TASK STATEMENT: Only the lines from the start of the entries through the line with "ctx.lineJoin = 'round';" should be returned, each exactly as it stands, and no pictures.
SOURCE RECORDS Block Start
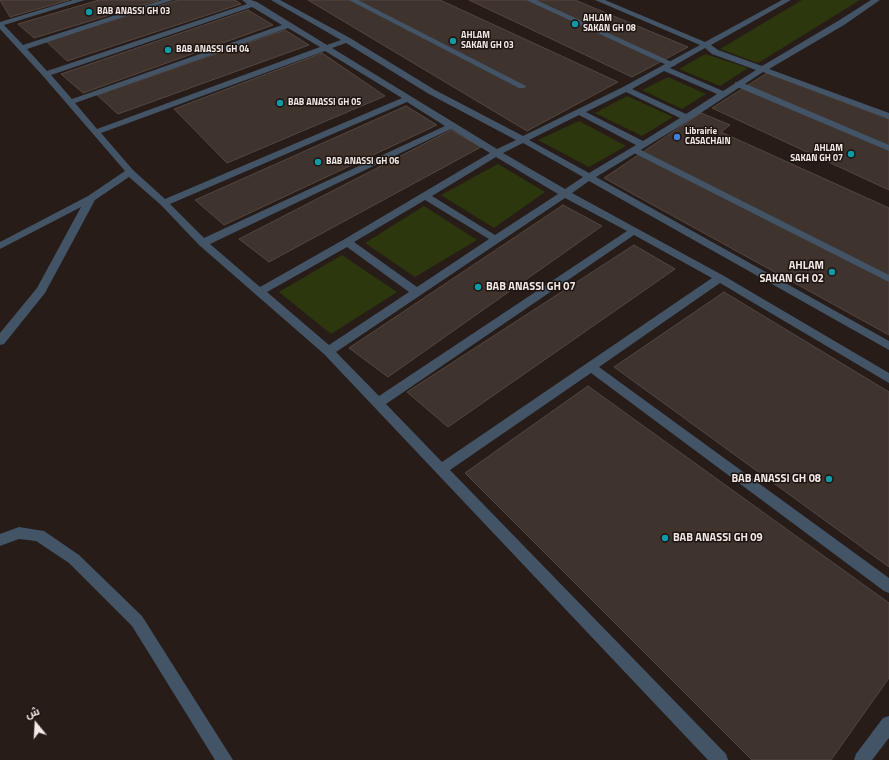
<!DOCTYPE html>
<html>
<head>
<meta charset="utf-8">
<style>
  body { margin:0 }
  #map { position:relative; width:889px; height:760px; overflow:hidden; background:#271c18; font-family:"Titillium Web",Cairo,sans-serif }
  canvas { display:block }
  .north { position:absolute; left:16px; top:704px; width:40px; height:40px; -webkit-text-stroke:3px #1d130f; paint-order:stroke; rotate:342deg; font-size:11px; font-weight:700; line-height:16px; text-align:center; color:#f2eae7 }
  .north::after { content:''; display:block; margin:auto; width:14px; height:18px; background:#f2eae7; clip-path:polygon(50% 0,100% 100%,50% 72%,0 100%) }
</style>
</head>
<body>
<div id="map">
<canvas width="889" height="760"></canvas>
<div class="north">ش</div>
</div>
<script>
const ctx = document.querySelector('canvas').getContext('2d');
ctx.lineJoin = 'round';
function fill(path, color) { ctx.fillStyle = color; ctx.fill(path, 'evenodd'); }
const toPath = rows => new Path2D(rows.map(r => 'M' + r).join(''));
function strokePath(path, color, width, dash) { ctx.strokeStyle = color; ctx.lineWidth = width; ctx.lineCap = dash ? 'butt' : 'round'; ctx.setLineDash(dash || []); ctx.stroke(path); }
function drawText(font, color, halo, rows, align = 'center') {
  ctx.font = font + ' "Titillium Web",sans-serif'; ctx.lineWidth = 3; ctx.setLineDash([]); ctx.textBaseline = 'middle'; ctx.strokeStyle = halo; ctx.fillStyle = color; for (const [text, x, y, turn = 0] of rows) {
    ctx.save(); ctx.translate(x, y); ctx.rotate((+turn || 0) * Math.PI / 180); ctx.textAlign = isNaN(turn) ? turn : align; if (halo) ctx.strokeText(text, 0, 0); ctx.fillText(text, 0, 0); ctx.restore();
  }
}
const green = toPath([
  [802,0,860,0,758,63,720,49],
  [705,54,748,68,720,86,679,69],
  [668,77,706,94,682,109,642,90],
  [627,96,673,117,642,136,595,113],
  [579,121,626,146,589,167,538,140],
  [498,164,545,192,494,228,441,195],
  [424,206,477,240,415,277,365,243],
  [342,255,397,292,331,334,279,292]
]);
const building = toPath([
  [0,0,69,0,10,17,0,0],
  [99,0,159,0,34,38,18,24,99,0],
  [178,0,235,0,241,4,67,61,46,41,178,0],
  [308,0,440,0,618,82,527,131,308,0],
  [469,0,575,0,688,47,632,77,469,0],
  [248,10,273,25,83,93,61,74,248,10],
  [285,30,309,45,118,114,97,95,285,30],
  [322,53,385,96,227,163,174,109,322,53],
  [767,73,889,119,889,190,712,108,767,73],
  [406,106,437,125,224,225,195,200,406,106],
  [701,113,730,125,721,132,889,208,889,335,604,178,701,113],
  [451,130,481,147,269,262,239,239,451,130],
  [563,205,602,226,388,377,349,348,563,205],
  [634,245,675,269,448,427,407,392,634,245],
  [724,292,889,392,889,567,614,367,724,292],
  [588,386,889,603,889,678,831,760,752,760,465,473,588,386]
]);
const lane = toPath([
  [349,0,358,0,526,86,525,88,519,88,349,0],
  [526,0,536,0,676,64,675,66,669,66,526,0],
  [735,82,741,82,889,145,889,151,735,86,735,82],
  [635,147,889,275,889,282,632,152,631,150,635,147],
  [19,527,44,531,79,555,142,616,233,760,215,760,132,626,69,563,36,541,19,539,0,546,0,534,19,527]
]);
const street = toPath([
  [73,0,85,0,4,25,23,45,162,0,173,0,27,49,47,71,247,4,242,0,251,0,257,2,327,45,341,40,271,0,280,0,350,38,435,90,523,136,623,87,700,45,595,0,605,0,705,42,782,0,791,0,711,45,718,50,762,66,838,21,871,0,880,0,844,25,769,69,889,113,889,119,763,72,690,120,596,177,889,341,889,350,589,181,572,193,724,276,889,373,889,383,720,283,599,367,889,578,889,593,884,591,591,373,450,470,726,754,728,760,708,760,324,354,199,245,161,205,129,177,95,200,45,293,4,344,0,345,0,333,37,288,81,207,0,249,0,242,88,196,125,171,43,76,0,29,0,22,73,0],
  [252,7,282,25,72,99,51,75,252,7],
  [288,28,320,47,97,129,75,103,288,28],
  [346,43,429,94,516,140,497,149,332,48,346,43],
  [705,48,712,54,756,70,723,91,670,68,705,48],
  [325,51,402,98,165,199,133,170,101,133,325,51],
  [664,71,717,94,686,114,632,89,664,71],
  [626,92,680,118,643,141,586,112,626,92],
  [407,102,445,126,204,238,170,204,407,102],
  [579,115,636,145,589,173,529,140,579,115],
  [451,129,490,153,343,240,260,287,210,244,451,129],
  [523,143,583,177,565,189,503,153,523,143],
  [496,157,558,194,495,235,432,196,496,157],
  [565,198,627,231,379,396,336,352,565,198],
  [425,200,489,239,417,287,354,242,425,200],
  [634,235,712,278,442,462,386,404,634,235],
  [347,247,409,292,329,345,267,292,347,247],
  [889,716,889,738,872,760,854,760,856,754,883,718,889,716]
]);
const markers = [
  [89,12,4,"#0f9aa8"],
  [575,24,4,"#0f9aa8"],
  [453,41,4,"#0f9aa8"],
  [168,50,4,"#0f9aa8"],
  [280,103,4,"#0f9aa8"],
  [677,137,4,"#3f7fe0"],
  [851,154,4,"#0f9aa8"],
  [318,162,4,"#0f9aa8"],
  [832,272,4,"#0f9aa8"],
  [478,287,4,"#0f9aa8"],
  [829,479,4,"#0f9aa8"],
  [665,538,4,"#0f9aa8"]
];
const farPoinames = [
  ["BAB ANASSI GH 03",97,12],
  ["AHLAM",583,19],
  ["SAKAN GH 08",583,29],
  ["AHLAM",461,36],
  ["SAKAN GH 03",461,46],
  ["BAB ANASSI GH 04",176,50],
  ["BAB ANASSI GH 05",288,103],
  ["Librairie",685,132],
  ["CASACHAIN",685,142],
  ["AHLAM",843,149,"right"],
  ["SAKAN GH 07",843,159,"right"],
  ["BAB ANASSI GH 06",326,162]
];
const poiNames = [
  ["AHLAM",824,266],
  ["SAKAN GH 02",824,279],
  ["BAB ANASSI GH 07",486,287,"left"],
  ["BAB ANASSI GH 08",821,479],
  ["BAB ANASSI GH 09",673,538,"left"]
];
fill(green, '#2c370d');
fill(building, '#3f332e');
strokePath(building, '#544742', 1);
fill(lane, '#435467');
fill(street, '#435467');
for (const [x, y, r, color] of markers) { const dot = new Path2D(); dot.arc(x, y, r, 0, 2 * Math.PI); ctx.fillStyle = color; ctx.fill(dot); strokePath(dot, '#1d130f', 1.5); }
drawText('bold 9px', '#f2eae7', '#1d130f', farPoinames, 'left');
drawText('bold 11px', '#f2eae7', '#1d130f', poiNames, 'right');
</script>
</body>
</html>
SOURCE RECORDS Block End
PROBLEM SOLUTION:
<!DOCTYPE html>
<html>
<head>
<meta charset="utf-8">
<style>
  body { margin:0 }
  #map { position:relative; width:889px; height:760px; overflow:hidden; background:#271c18; font-family:"Titillium Web",Cairo,sans-serif }
  canvas { display:block }
  .north { position:absolute; left:16px; top:704px; width:40px; height:40px; -webkit-text-stroke:3px #1d130f; paint-order:stroke; rotate:342deg; font-size:11px; font-weight:700; line-height:16px; text-align:center; color:#f2eae7 }
  .north::after { content:''; display:block; margin:auto; width:14px; height:18px; background:#f2eae7; clip-path:polygon(50% 0,100% 100%,50% 72%,0 100%) }
</style>
</head>
<body>
<div id="map">
<canvas width="889" height="760"></canvas>
<div class="north">ش</div>
</div>
<script>
const ctx = document.querySelector('canvas').getContext('2d');
ctx.lineJoin = 'round';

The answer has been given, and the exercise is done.